**To do**
Every line containing the word "Lucas" is to be copied from the data below.

**Data for the task**
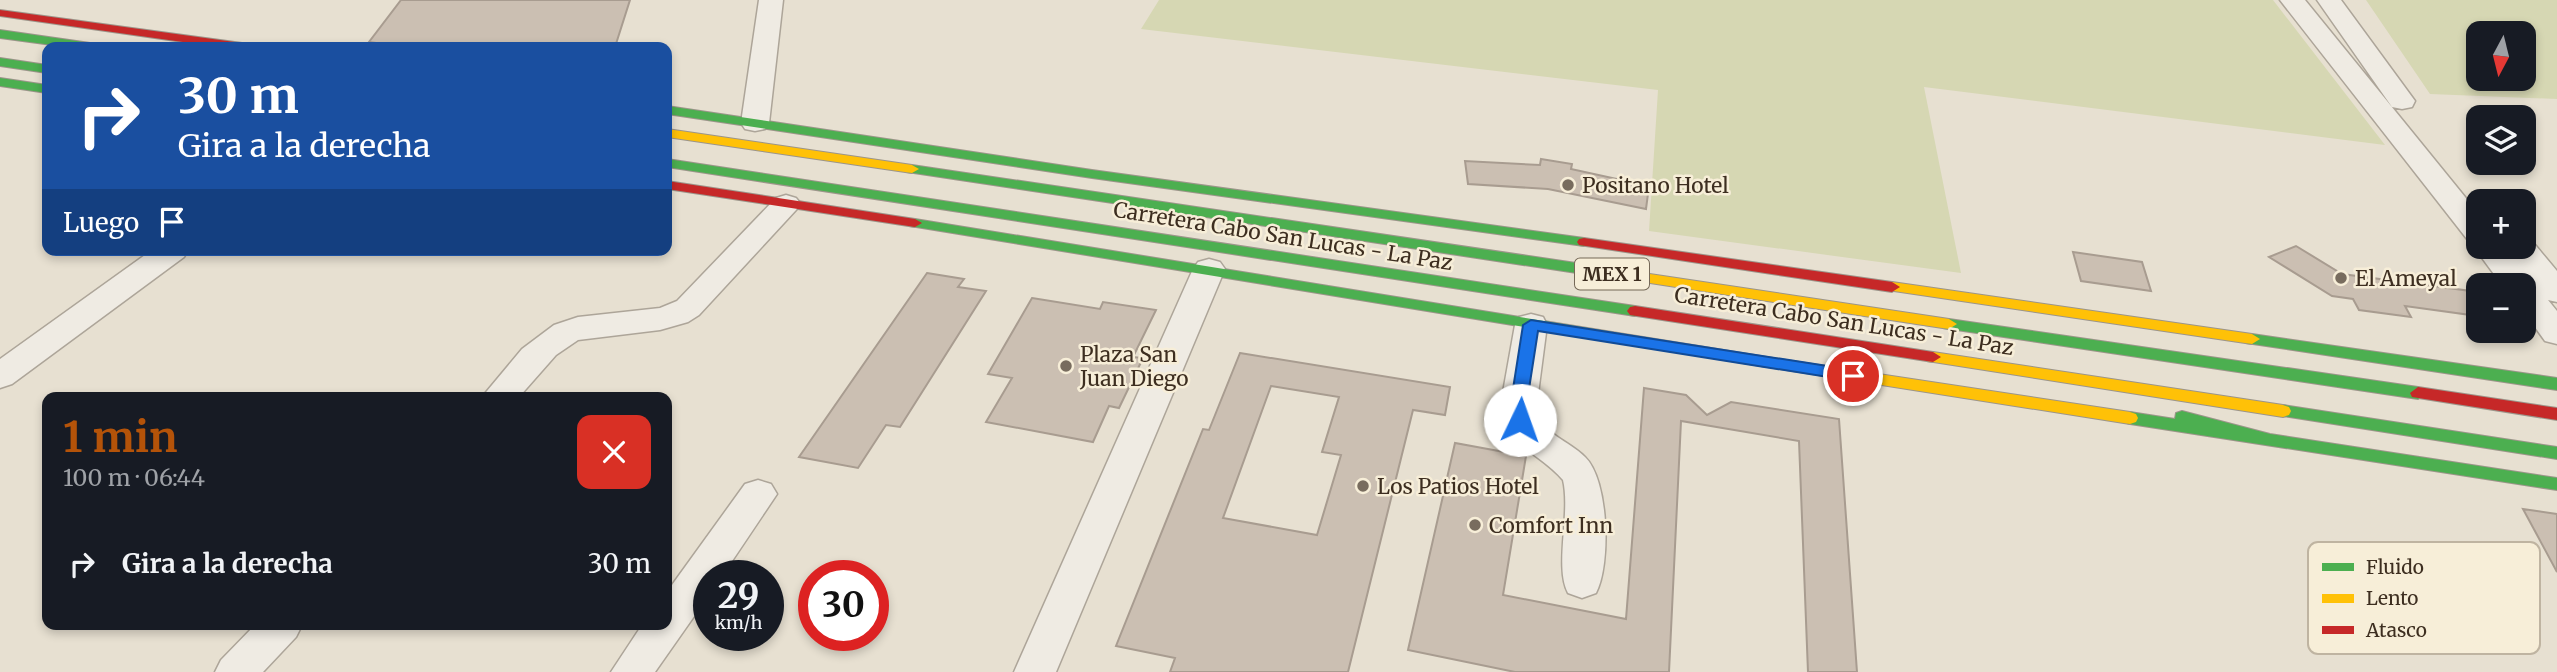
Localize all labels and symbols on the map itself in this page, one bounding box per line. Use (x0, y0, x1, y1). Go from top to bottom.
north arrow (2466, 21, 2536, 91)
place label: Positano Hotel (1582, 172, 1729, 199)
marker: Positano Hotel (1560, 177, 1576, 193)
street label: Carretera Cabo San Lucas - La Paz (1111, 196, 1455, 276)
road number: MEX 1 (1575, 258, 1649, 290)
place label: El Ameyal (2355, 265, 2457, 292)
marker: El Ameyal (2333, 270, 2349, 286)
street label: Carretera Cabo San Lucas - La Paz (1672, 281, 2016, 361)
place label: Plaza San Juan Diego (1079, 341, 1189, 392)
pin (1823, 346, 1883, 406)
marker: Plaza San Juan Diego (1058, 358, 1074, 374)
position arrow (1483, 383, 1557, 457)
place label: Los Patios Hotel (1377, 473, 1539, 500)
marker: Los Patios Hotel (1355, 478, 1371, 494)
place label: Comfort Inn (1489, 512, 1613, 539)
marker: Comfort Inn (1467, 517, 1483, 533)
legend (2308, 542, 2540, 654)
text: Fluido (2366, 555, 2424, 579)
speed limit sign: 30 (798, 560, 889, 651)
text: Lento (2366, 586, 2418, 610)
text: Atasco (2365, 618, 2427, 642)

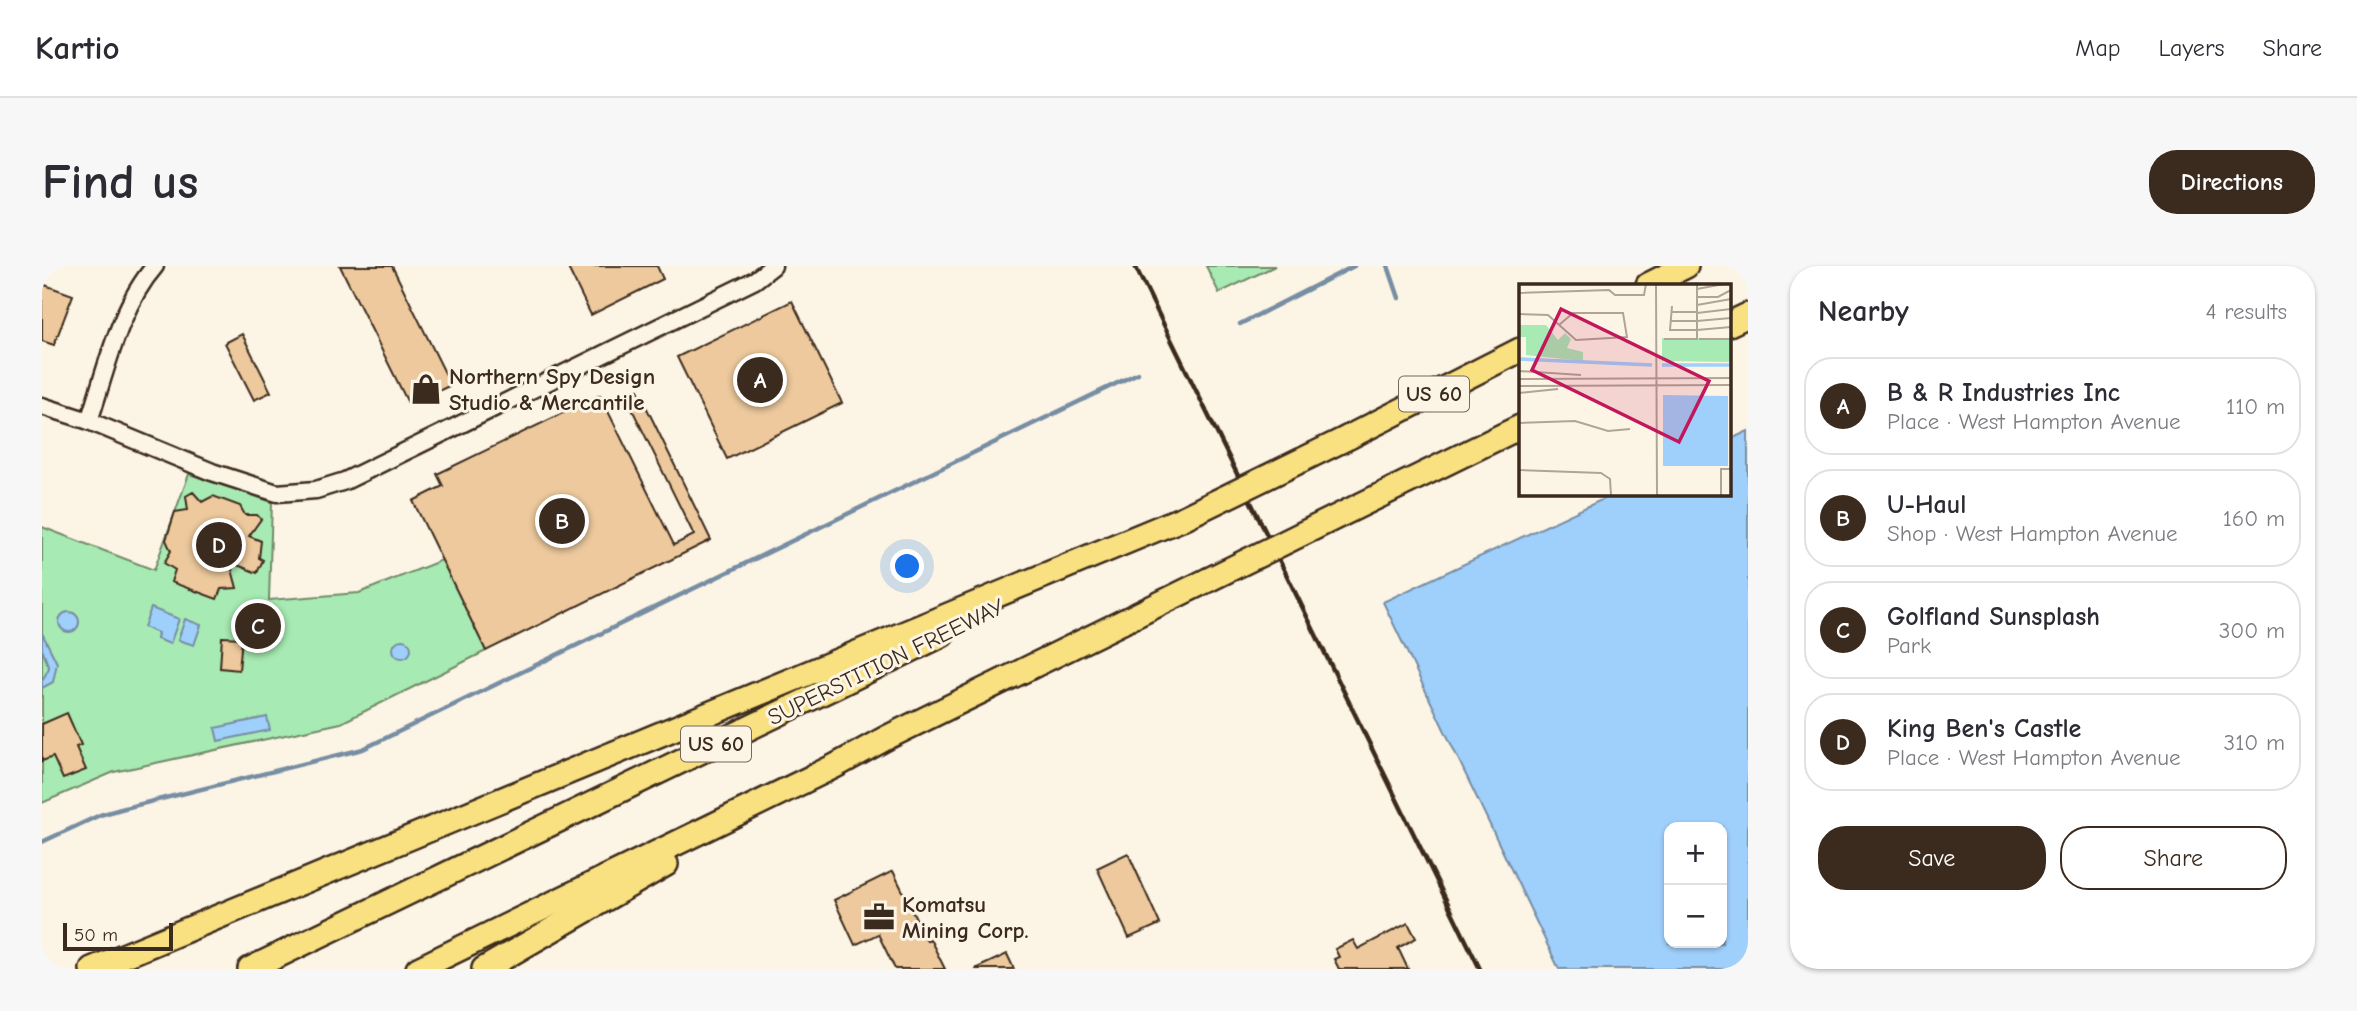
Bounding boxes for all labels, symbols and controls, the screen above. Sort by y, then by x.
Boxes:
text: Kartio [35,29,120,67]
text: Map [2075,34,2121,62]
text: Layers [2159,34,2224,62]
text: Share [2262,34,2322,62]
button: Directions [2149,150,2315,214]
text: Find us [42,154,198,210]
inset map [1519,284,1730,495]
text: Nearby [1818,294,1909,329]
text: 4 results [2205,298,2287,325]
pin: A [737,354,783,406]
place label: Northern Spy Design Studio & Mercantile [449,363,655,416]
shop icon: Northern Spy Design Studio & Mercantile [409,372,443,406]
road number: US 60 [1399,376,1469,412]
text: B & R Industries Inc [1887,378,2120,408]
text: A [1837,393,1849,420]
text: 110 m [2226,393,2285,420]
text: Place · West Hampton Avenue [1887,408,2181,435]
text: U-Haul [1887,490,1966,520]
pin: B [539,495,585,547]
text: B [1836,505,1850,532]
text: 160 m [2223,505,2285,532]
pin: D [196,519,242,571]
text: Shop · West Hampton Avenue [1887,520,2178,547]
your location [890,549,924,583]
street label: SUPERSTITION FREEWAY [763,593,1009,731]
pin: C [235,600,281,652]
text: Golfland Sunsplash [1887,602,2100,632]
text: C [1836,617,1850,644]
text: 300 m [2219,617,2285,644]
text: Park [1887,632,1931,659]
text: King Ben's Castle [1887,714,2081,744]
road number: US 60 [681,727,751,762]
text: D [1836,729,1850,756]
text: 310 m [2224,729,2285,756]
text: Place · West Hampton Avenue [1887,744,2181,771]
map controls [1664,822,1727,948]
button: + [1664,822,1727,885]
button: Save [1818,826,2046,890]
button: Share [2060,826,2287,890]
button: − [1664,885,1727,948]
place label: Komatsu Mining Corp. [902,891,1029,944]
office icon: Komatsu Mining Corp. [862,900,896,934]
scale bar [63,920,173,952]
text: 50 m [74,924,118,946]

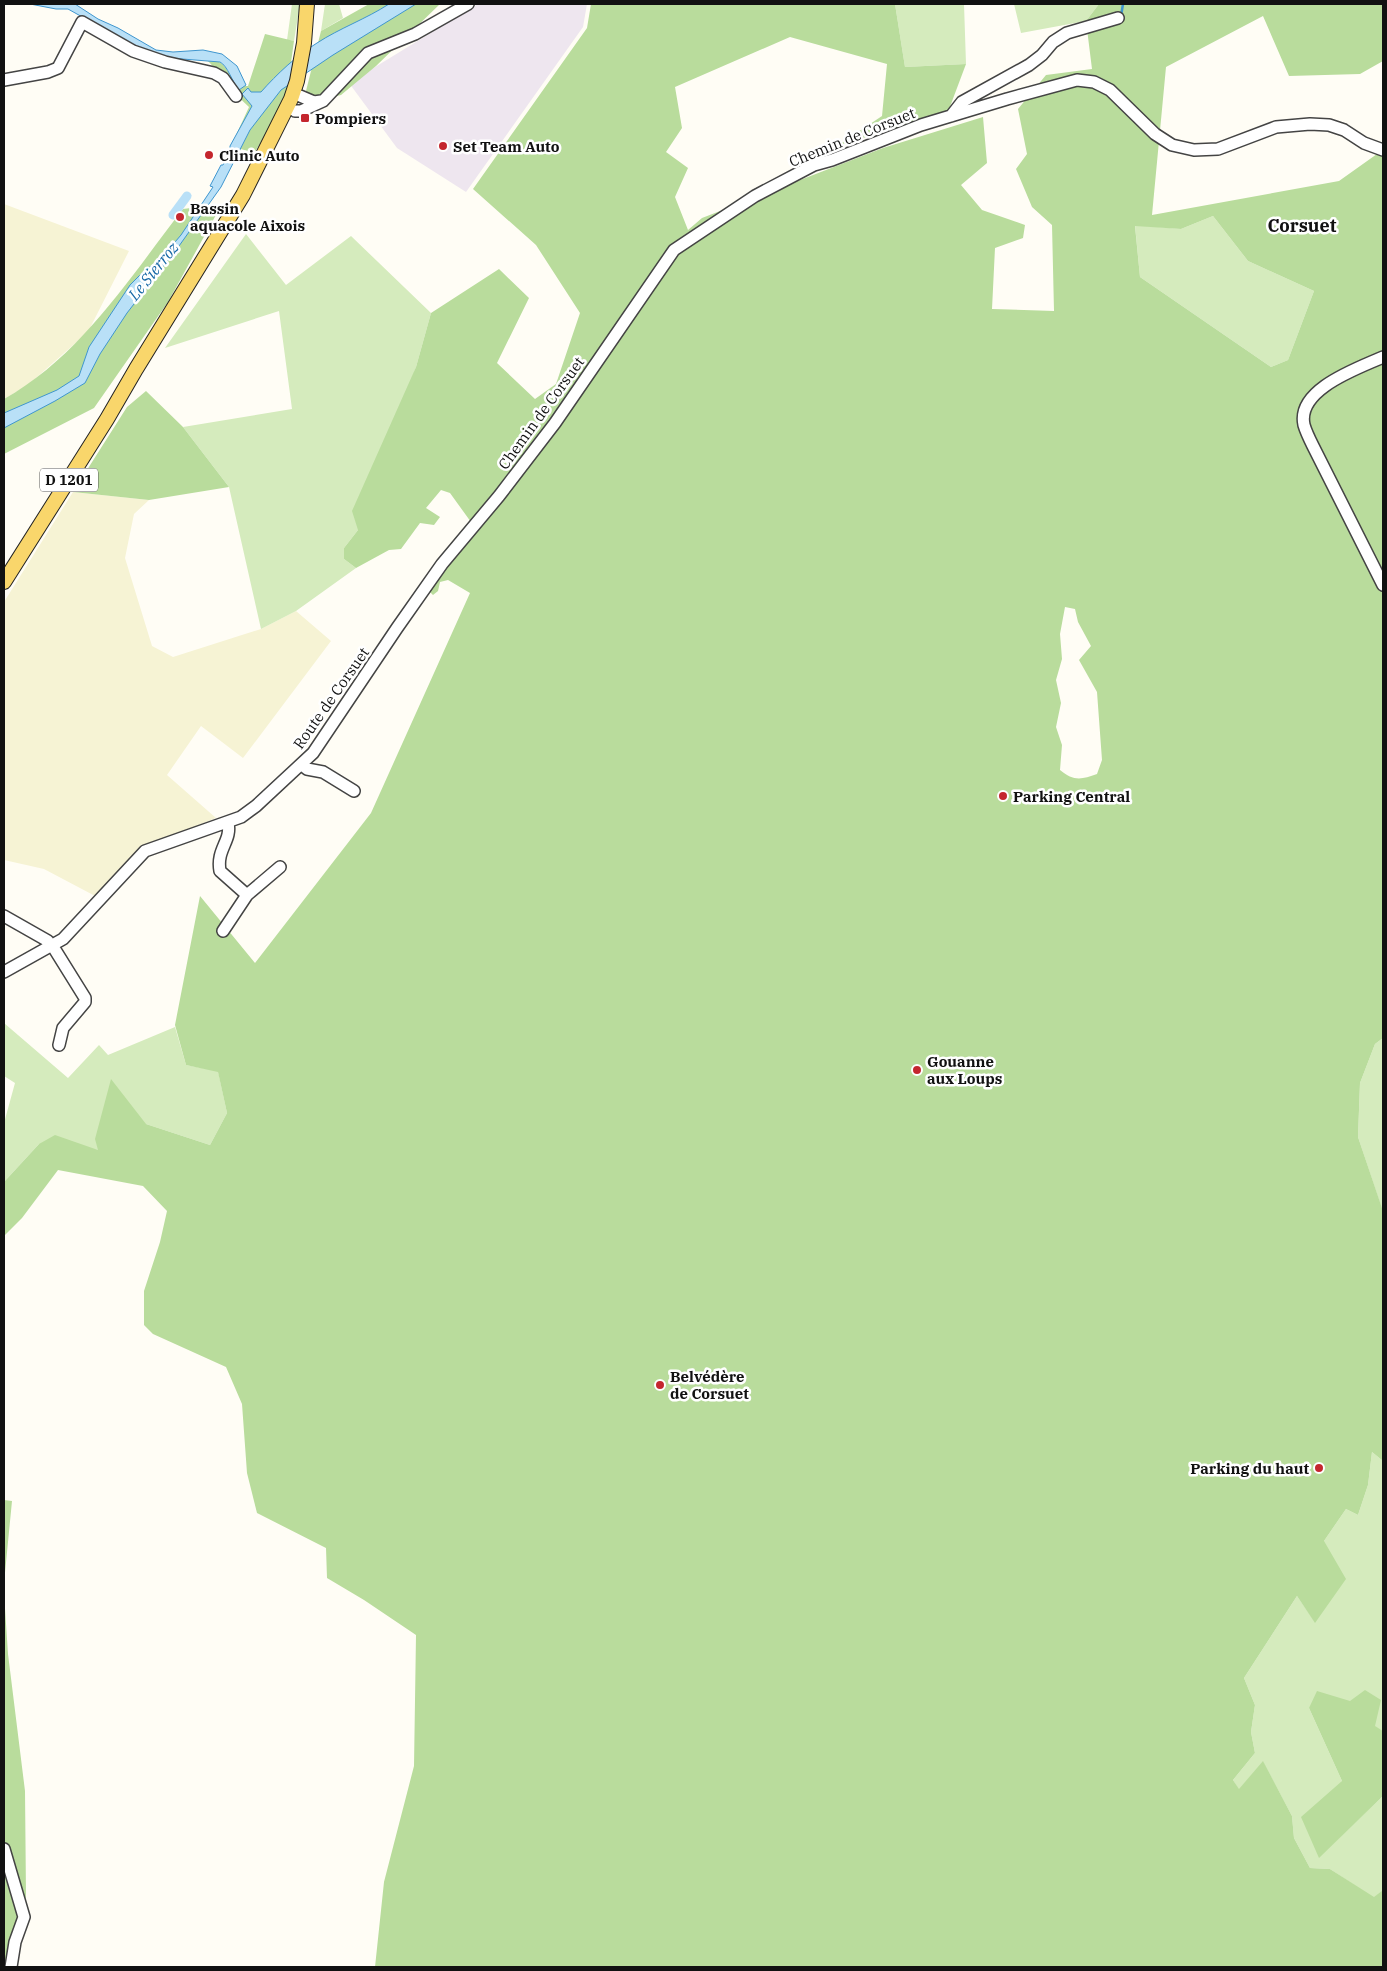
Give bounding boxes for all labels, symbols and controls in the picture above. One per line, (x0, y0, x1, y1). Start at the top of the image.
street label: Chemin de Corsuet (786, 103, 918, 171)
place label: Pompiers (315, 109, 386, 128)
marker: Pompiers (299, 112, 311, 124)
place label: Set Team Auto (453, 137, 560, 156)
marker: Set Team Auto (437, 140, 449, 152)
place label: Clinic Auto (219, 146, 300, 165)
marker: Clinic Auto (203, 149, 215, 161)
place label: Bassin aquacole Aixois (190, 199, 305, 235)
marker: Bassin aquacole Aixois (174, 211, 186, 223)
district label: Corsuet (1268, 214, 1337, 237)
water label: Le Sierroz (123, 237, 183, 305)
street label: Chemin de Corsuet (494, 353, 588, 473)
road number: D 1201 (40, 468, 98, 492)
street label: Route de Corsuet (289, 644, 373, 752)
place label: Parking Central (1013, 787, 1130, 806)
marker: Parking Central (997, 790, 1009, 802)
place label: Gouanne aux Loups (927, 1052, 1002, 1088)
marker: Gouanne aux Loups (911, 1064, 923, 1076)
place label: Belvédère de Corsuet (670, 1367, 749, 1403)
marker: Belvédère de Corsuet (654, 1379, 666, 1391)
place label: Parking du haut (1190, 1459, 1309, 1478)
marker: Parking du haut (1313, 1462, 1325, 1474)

**Output for this exercise**
street label: Carretera Cabo San Lucas - La Paz (1111, 196, 1455, 276)
street label: Carretera Cabo San Lucas - La Paz (1672, 281, 2016, 361)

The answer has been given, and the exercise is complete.